Kui Hwa Cu dan rekan-rekannya sudah tahu bahwa ilmu kepandaian Pek Han Siong lebih tinggi dari isterinya, dan memang sebelum masuk ke situ mereka sudah merencanakan siapa yang menghadapi Siangkoan Bi Lian. Maka kini Kwi Hwa Cu dan Lian Hwa Cu, sesuai rencana, menghadapi dan mengeroyok Pek Han Siong, sedangkan Thian Hwa Cu dan Tiat Hwa Cu mengeroyok Siangkoan Bi Lian.
Terjadilah perkelahian yang seru di dalam taman itu. Baik Pek Han Siong maupun Siangkoan Bi Lian mengguanakan pedang mereka untuk memainkan ilmu pedang Kwan Im Kiamsut yang amat hebat, halus dan lemah gemulai gerakannya, akan tetapi di balik kehalusan itu terkandung tenaga yang dahsyat sekali.
Setelah bertanding belasan jurus, Pek Han Siong mendapat kenyataan bahwa ilmu silat kedua orang pengeroyoknya amat tangguh.
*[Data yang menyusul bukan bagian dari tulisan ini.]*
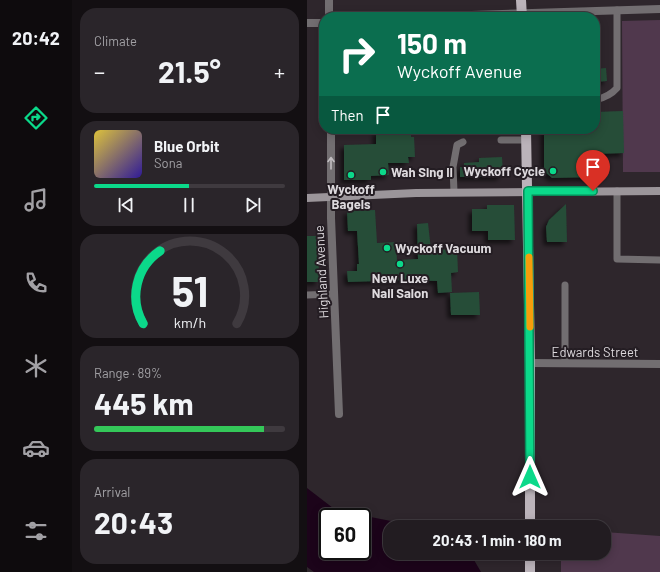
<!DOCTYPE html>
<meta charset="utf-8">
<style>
body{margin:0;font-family:Barlow,sans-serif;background:#2a252a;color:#f1f3f6;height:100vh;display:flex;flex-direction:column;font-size:15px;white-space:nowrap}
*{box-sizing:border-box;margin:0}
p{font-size:13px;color:#a2a1a5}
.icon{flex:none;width:22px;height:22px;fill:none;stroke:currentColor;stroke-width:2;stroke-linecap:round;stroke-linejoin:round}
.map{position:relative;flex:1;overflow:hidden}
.sheet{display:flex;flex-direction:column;gap:8px;padding:8px;background:#130f12;width:235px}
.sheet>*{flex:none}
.hud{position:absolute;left:12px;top:12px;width:281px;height:122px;border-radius:16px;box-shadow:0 2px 10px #0003,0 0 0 1px #3f3a3f;background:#0b6e4f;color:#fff;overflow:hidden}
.speed{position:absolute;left:12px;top:508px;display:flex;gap:8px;font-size:20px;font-weight:700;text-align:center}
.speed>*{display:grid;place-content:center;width:52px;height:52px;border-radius:50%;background:#221c21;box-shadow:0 2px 10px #0003,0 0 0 1px #3f3a3f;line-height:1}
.speed .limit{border:2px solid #111;border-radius:6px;background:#fff;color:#111}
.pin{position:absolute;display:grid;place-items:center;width:34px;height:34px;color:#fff;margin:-41px -17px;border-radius:50% 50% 50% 0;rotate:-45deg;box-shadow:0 0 4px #0007}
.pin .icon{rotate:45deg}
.me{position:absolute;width:44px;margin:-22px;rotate:0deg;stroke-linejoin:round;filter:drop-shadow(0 0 3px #0008)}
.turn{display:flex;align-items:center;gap:14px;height:84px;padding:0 12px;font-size:18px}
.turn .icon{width:52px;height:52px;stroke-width:2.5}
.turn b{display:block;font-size:28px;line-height:34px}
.then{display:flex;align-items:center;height:38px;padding:0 12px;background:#0003;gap:8px;font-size:15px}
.big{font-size:30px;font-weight:700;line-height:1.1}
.sheet .card{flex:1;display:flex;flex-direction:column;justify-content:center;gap:6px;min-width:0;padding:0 14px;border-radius:16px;background:#2a252a}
.sheet .dial{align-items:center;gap:0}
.dial svg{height:104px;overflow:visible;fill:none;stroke:#3f3a3f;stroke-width:7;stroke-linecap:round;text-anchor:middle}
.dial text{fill:#f1f3f6;stroke:none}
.song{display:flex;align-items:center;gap:12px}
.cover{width:48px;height:48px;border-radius:6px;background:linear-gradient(135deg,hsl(50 70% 55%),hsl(250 70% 35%))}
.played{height:4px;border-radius:2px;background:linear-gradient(90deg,#0bd98a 50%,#3f3a3f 50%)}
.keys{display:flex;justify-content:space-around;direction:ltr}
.heat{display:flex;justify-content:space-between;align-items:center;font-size:22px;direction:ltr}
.charge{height:6px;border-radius:3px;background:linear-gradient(90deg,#34c759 89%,#3f3a3f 0)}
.trip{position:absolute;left:76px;top:520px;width:228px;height:40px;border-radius:16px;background:#221c21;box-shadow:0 2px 10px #0003,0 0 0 1px #3f3a3f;font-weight:700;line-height:40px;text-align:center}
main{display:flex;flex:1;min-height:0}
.dock{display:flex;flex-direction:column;width:72px;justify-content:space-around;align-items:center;background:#0e0b0d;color:#a2a1a5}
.dock .icon{width:28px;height:28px}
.dock .selected{color:#0bd98a}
.dock b{font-size:18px;color:#f1f3f6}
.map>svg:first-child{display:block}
.green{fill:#50384d}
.water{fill:#1c041a;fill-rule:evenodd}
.building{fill:#254d38;filter:url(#shadow)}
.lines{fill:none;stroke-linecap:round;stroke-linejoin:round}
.lane{stroke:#726e71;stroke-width:7}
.street{stroke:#726e71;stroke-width:8}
.secondary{stroke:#9b959a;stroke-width:8}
.primary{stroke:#bbb3ba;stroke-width:10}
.oneway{stroke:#c2bec2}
.route-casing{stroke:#078d5a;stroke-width:10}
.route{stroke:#0bd98a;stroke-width:7}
.slow{stroke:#f59e0b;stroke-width:7}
.poi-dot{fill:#0bd98a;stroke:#241d23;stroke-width:1.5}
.labels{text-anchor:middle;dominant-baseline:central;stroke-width:4;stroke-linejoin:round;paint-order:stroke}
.poi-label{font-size:13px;font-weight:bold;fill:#ddd9dd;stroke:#241d23;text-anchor:start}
.street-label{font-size:13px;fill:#ddd9dd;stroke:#241d23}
</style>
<main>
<nav class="dock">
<b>20:42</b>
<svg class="icon selected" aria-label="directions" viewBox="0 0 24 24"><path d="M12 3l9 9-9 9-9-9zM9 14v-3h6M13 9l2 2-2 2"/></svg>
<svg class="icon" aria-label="music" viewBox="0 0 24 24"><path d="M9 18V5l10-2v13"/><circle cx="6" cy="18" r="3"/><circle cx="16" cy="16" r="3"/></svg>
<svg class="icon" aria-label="phone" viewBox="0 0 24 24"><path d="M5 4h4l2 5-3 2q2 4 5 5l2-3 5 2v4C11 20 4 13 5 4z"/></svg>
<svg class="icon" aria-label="climate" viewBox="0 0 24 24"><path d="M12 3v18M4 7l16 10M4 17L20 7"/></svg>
<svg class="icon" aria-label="car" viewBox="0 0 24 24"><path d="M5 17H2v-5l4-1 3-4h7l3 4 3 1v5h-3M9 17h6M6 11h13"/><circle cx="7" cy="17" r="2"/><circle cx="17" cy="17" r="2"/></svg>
<svg class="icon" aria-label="filters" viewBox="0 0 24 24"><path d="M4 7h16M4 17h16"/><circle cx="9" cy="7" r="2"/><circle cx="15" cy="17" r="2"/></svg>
</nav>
<section class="sheet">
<div class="card"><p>Climate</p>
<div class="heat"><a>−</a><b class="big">21.5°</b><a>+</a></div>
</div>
<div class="card">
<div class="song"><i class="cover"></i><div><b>Blue Orbit</b><p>Sona</p></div></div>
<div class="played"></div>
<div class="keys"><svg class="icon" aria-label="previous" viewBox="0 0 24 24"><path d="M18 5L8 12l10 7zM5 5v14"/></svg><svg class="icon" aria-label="pause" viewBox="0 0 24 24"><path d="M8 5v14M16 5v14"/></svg><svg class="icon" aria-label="next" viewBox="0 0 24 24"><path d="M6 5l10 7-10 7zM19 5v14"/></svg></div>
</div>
<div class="card dial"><svg viewBox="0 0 100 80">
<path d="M14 69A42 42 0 1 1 86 69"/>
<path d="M14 69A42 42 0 0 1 27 13" stroke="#0bd98a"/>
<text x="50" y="56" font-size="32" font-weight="700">51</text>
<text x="50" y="72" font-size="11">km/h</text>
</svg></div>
<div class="card"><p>Range · 89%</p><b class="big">445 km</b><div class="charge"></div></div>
<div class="card"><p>Arrival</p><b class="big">20:43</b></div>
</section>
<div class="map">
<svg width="353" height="572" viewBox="0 0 353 572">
<defs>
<filter id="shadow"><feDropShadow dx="-3.5" dy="3.5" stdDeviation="2" flood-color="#0009"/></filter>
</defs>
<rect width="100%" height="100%" fill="#2e262c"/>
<!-- green -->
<path class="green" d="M353,20V172H316L315,21Z
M297,532L353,536V572H254V553H297Z"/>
<!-- water -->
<path class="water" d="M0,488L26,508L48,514L115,527H83V553H163L174,572H7L0,567ZM21,517H55V551H21Z"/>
<!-- building -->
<path class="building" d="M299,68L300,81L288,82V69Z
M316,111L317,153L288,154V177L245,178L237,171V129H288V112Z
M69,131H104V137H107L108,157H101L102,163H81L82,175L64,176V180H37V145L69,144Z
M195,157L196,174L192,177H153V167H157V163L172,162V158Z
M259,204L260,242H240L239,227L242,220Z
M180,205H207L208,240H181V231H165V209H180Z
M68,210L70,243L89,242L90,260L111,259L110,224L121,223L124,250L150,249L151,272L144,273L145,292L131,293L130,281L100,280L41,282L40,271H50V264H52L50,231H41L40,211Z
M0,236H11L12,282H0Z
M172,292L173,315H144L143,293Z"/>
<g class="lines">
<!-- lane -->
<path class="lane" d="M288,100C297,98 304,95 310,88V10
M194,140H219
M310,191V259L353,260
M147,192L146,167L150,145L156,142
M0,295L27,294
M258,363V285"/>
<!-- street -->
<path class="street" d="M22,0V17
M103,17L353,9
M0,23H17
M24,129V218L32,414
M223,363L353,364"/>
<!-- secondary -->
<path class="secondary" d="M0,198L109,193L353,191"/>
<!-- primary -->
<path class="primary" d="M214,0L215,17
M219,129L223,363V527
M223,553V572"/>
</g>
<!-- one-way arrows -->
<defs><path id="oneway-shaft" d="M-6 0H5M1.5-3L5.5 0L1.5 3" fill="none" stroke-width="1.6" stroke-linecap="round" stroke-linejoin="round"/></defs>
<use class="oneway" href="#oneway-shaft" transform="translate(24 163) rotate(-90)"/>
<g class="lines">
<!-- route casing -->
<g class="route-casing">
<path id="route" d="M223,477L221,191H286"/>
</g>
<!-- route -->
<use href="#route" class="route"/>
<!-- slow -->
<path class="slow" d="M222,257L223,327"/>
</g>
<!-- markers -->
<g class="poi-dot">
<circle cx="246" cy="171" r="4"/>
<circle cx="76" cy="172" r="4"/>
<circle cx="44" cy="175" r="4"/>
<circle cx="80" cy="248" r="4"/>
<circle cx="93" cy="264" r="4"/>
</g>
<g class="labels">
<!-- poi labels -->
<g class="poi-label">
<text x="238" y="171" text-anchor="end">Wyckoff Cycle</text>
<text x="84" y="172">Wah Sing II</text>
<text x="44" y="189" text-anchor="middle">Wyckoff<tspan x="44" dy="15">Bagels</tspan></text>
<text x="88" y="248">Wyckoff Vacuum</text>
<text x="93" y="278" text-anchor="middle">New Luxe<tspan x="93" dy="15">Nail Salon</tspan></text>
</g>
<!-- street labels -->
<g class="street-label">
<text transform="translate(14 272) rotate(-93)">Highland Avenue</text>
<text x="288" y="352">Edwards Street</text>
</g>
</g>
</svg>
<div class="speed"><div class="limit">60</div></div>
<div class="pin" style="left:286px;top:191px;background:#d93025"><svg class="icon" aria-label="arrive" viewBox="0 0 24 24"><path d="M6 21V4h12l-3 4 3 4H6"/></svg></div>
<svg class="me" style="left:223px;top:477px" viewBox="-20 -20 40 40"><path d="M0-17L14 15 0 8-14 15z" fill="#0bd98a" stroke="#fff" stroke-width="4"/></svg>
<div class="trip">20:43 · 1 min · 180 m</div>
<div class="hud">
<div class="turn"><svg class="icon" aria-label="right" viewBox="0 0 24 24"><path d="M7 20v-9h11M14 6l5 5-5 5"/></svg><div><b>150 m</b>Wyckoff Avenue</div></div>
<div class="then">Then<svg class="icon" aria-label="arrive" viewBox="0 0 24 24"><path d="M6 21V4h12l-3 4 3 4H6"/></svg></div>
</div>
</div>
</main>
Ilmu pedang mereka merupakan ilmu pedang golongan sesat dari barat, dan banyak pula tokoh Pek-lian-kauw menguasai ilmu pedang itu yang sebetulnya lebih tepat kalau di mainkan dengan pedang melengkung. Dia sendiri tidak merasa berat melawan dua orang pengeroyoknya. Akan tetapi ketika dia mengerling ke arah isterinya dia melihat betapa isterinya terdesak oleh pengeroyokan Thian Hwa Cu dan Tiat Hwa Cu.
Akan tetapi selagi Bi Lian terdesak danHan Siong mencari kesempatan untuk membantu isterinya, tiba-tiba nampak bayangan orang dan muncullah seorang gadis yang cantik jelita. Gadis ini memegang sepasang pedang yang berkilauan dan membentak, "Tosu-tosu palsu dari mana berani di rumah paman Pek Han Siong?" karena ia melihat bahw aSiangkoan Bi Lian terdesak hebat, iapun terjun ke dalam pertempuran dan membantu Bi Lian sehingga kini dua orang pengeroyok Bi Lian terpaksa berpisah. Thian Hwa Cu tetap bertanding melawan Bi Lian sedangkan Tiat Hwa Cu menghadapi gadis yang baru datang.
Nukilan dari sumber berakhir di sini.